Section 7204(b)(1) then imposes executive duty on the President of the US in the following words:
(1) The President should lead efforts to track and curtail the travel of terrorists by supporting the drafting, adoption, and implementation of international agreements, and relevant United Nations Security Council resolutions to track and stop international travel by terrorists and other criminals through the use of lost, stolen, or falsified documents to augment United Nations and other international anti-terrorism efforts.
Closely related to immigration issues, is the issue of border security against organised crime. It is indeed, interesting to note that the northern border of the USA which poses a serious security challenge to that country (just like Nigeria), did not escape the prying eye of the US Congress, which in Title V Subtitle A of the US Intelligence Reform and Terrorism Prevention Act of 2004, paid special legislative attention to that border through dynamic legislative action. Section 5101 of the Act has mandated the Secretary of Homeland Security to “carry out a pilot program to test various advanced technologies that will improve border security between ports of entry along the northern border of the United States”, while Section 1502 requires the Homeland Security Secretary to design the pilot programme with the following features:
• Use of advanced technological systems, including sensors, video and unmanned aerial vehicles, for border surveillance.
• Use of advanced computing and decision integration software for: (a) evaluation of data, including border incursions; (b) assessment of threat potential; and (c) rapid real-time communication, monitoring, intelligence gathering, deployment and response.
• Testing of advanced technology systems and software to determine best and most cost-effective uses of advanced technology to improve border security.
• Operation of the programme in remote stretches of border lands with long distances between 24-hour ports of entry with a relatively small presence of US border patrol officers.
• Capability to expand the programme upon a determination by the Homeland Secretary that expansion would be an appropriate and cost-effective means of improving border security.

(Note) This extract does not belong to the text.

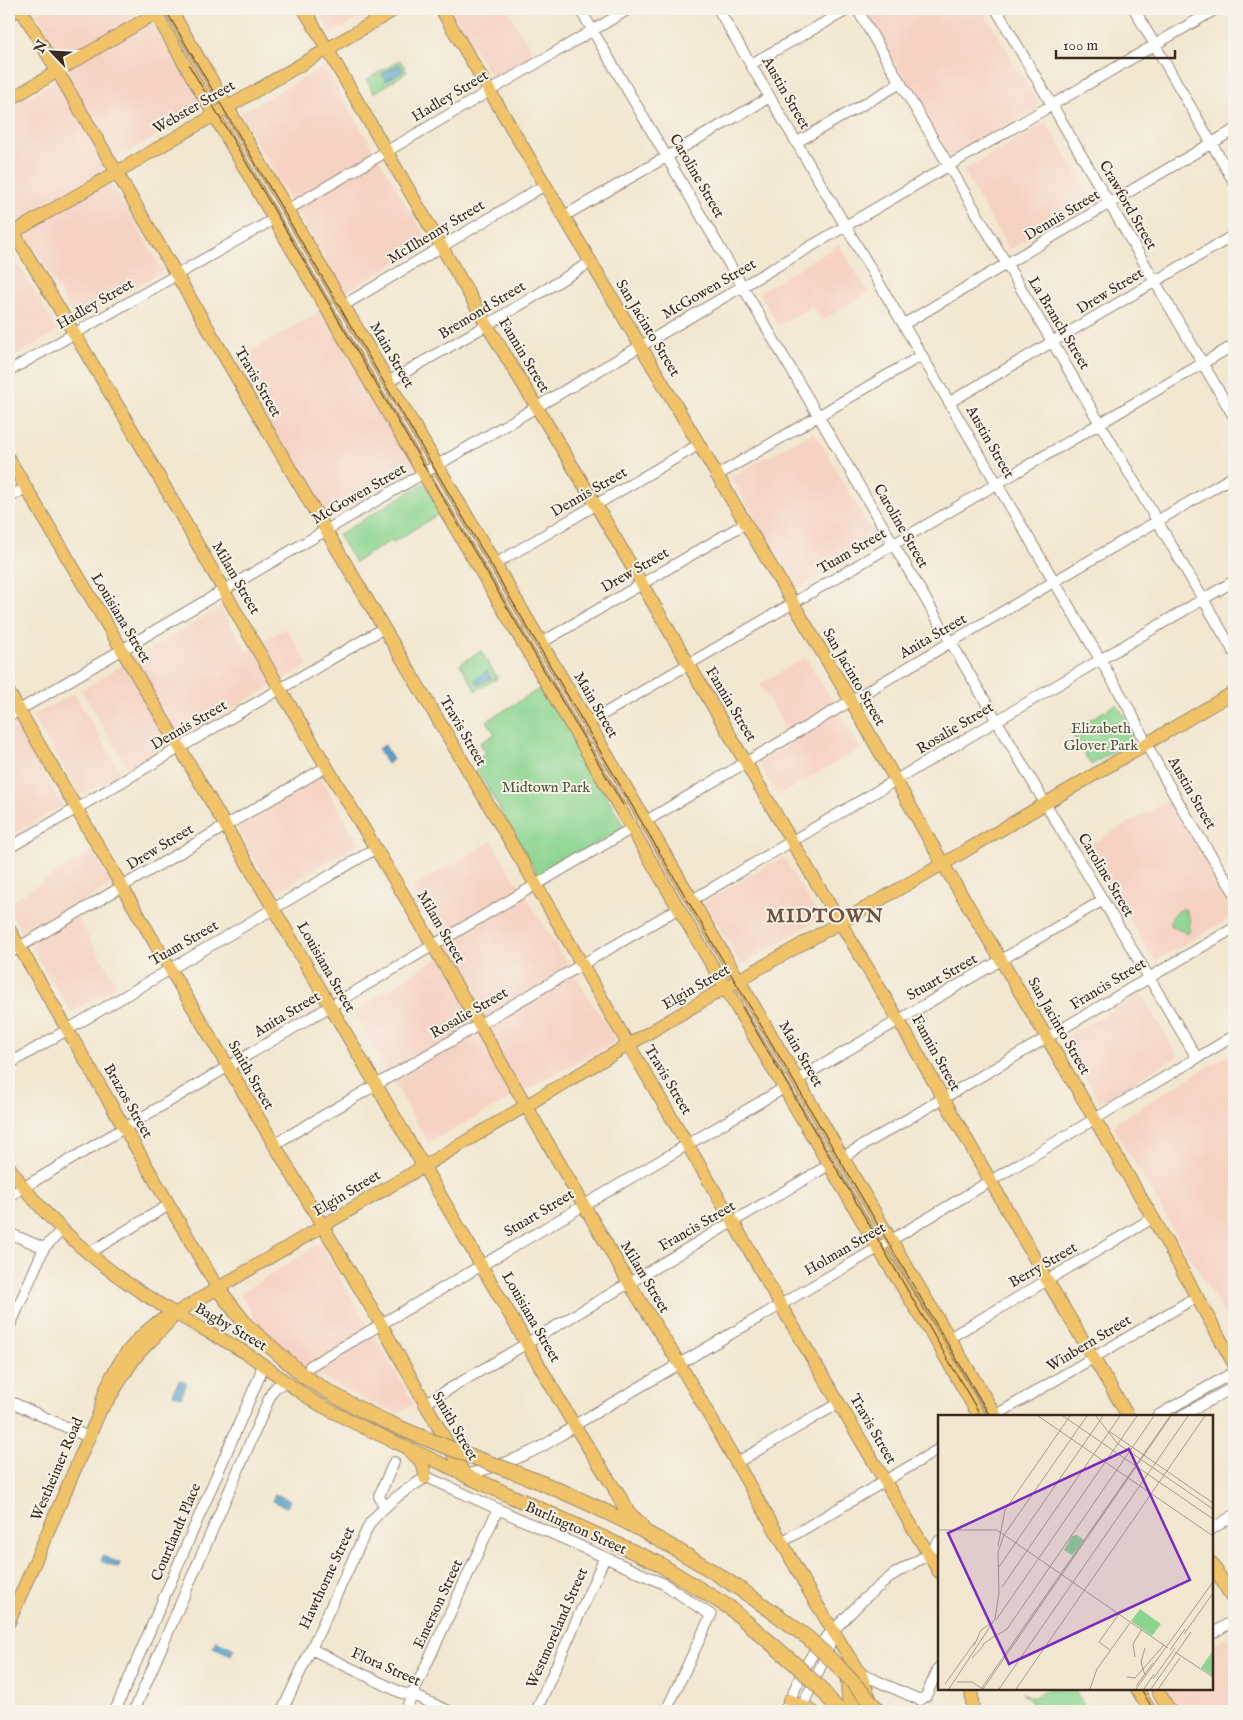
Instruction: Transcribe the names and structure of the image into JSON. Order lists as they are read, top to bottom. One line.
{"streets":{"main road":["Webster Street","San Jacinto Street","Main Street","Fannin Street","Travis Street","Milam Street","Louisiana Street","Elgin Street","Smith Street","Brazos Street","Bagby Street","Westheimer Road"],"street":["Austin Street","Hadley Street","Caroline Street","Crawford Street","Dennis Street","McIlhenny Street","McGowen Street","Drew Street","Bremond Street","La Branch Street","Tuam Street","Anita Street","Rosalie Street","Stuart Street","Francis Street","Holman Street","Berry Street","Winbern Street","Burlington Street","Courtlandt Place","Hawthorne Street","Emerson Street","Westmoreland Street","Flora Street"]},"crossings":[["Austin Street","Dennis Street"],["Austin Street","McGowen Street"],["Austin Street","Drew Street"],["Austin Street","Tuam Street"],["Austin Street","Anita Street"],["Austin Street","Rosalie Street"],["Austin Street","Elgin Street"],["Hadley Street","Caroline Street"],["Hadley Street","San Jacinto Street"],["Hadley Street","Main Street"],["Hadley Street","Fannin Street"],["Hadley Street","Travis Street"],["Hadley Street","Milam Street"],["Webster Street","Main Street"],["Webster Street","Fannin Street"],["Webster Street","Travis Street"],["Webster Street","Milam Street"],["Caroline Street","McGowen Street"],["Caroline Street","Tuam Street"],["Caroline Street","Anita Street"],["Caroline Street","Rosalie Street"],["Caroline Street","Stuart Street"],["Caroline Street","Francis Street"],["Caroline Street","Elgin Street"],["Caroline Street","Holman Street"],["Crawford Street","Dennis Street"],["Crawford Street","McGowen Street"],["Crawford Street","Drew Street"],["Crawford Street","Tuam Street"],["Dennis Street","La Branch Street"],["Dennis Street","San Jacinto Street"],["Dennis Street","Main Street"],["Dennis Street","Fannin Street"],["Dennis Street","Travis Street"],["Dennis Street","Milam Street"],["Dennis Street","Louisiana Street"],["Dennis Street","Smith Street"],["McIlhenny Street","San Jacinto Street"],["McIlhenny Street","Main Street"],["McIlhenny Street","Fannin Street"],["McGowen Street","La Branch Street"],["McGowen Street","San Jacinto Street"],["McGowen Street","Main Street"],["McGowen Street","Fannin Street"],["McGowen Street","Travis Street"],["McGowen Street","Milam Street"],["McGowen Street","Louisiana Street"],["McGowen Street","Smith Street"],["Drew Street","La Branch Street"],["Drew Street","San Jacinto Street"],["Drew Street","Main Street"],["Drew Street","Fannin Street"],["Drew Street","Milam Street"],["Drew Street","Louisiana Street"],["Drew Street","Smith Street"],["Drew Street","Brazos Street"],["Bremond Street","San Jacinto Street"],["Bremond Street","Main Street"],["Bremond Street","Fannin Street"],["La Branch Street","Tuam Street"],["La Branch Street","Anita Street"],["La Branch Street","Rosalie Street"],["San Jacinto Street","Tuam Street"],["San Jacinto Street","Anita Street"],["San Jacinto Street","Rosalie Street"],["San Jacinto Street","Stuart Street"],["San Jacinto Street","Francis Street"],["San Jacinto Street","Elgin Street"],["San Jacinto Street","Holman Street"],["San Jacinto Street","Berry Street"],["San Jacinto Street","Winbern Street"],["Main Street","Tuam Street"],["Main Street","Anita Street"],["Main Street","Rosalie Street"],["Main Street","Stuart Street"],["Main Street","Francis Street"],["Main Street","Elgin Street"],["Main Street","Holman Street"],["Main Street","Berry Street"],["Fannin Street","Tuam Street"],["Fannin Street","Anita Street"],["Fannin Street","Rosalie Street"],["Fannin Street","Stuart Street"],["Fannin Street","Francis Street"],["Fannin Street","Elgin Street"],["Fannin Street","Holman Street"],["Fannin Street","Berry Street"],["Fannin Street","Winbern Street"],["Travis Street","Anita Street"],["Travis Street","Rosalie Street"],["Travis Street","Stuart Street"],["Travis Street","Francis Street"],["Travis Street","Elgin Street"],["Travis Street","Holman Street"],["Tuam Street","Milam Street"],["Tuam Street","Louisiana Street"],["Tuam Street","Smith Street"],["Tuam Street","Brazos Street"],["Milam Street","Anita Street"],["Milam Street","Rosalie Street"],["Milam Street","Stuart Street"],["Milam Street","Francis Street"],["Milam Street","Elgin Street"],["Milam Street","Holman Street"],["Louisiana Street","Anita Street"],["Louisiana Street","Rosalie Street"],["Louisiana Street","Stuart Street"],["Louisiana Street","Francis Street"],["Louisiana Street","Elgin Street"],["Louisiana Street","Holman Street"],["Anita Street","Smith Street"],["Anita Street","Brazos Street"],["Anita Street","Bagby Street"],["Rosalie Street","Smith Street"],["Stuart Street","Smith Street"],["Francis Street","Smith Street"],["Elgin Street","Smith Street"],["Elgin Street","Brazos Street"],["Elgin Street","Bagby Street"],["Elgin Street","Westheimer Road"],["Smith Street","Holman Street"],["Smith Street","Bagby Street"],["Holman Street","Bagby Street"],["Bagby Street","Westheimer Road"],["Bagby Street","Courtlandt Place"],["Burlington Street","Hawthorne Street"],["Burlington Street","Emerson Street"],["Burlington Street","Westmoreland Street"],["Hawthorne Street","Flora Street"],["Emerson Street","Flora Street"]],"districts":["MIDTOWN"],"parks":["Elizabeth Glover Park","Midtown Park"],"scale_bar":"100 m","north":"top left"}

Even though the northern border of Nigeria, particularly the northwestern and northeastern borders, are the hub of terrorist infiltration, there are no such provisions under Nigerian law. We should as a matter of urgency, enact similar provisions in our body of laws. Nigeria has enough money to import necessary technology, that would complement the efforts of the military in its fight against organised crime.
Need for Comprehensive Legislation Authorising Trainings Against Terrorism
There is no single doubt that the US Intelligence Reform and Terrorism Prevention Act of 2004 is one of the most comprehensive enactments the world over, on security of the lives and property of any given nation. Thus, comprehensive provisions are also made to cover the following areas:
• Establishment by the Director of National Intelligence of a cross-disciplinary education and joint training, “in order to promote a more effective and productive intelligence community”, vide Section 1002 of the Act.
• Establishment by the same Director of an intelligence community scholarship program, “to award scholarships to individuals… designed to recruit and prepare students for civilian careers in the intelligence community to meet the critical needs of the intelligence community agencies,” vide section 1002 of the Act, etc.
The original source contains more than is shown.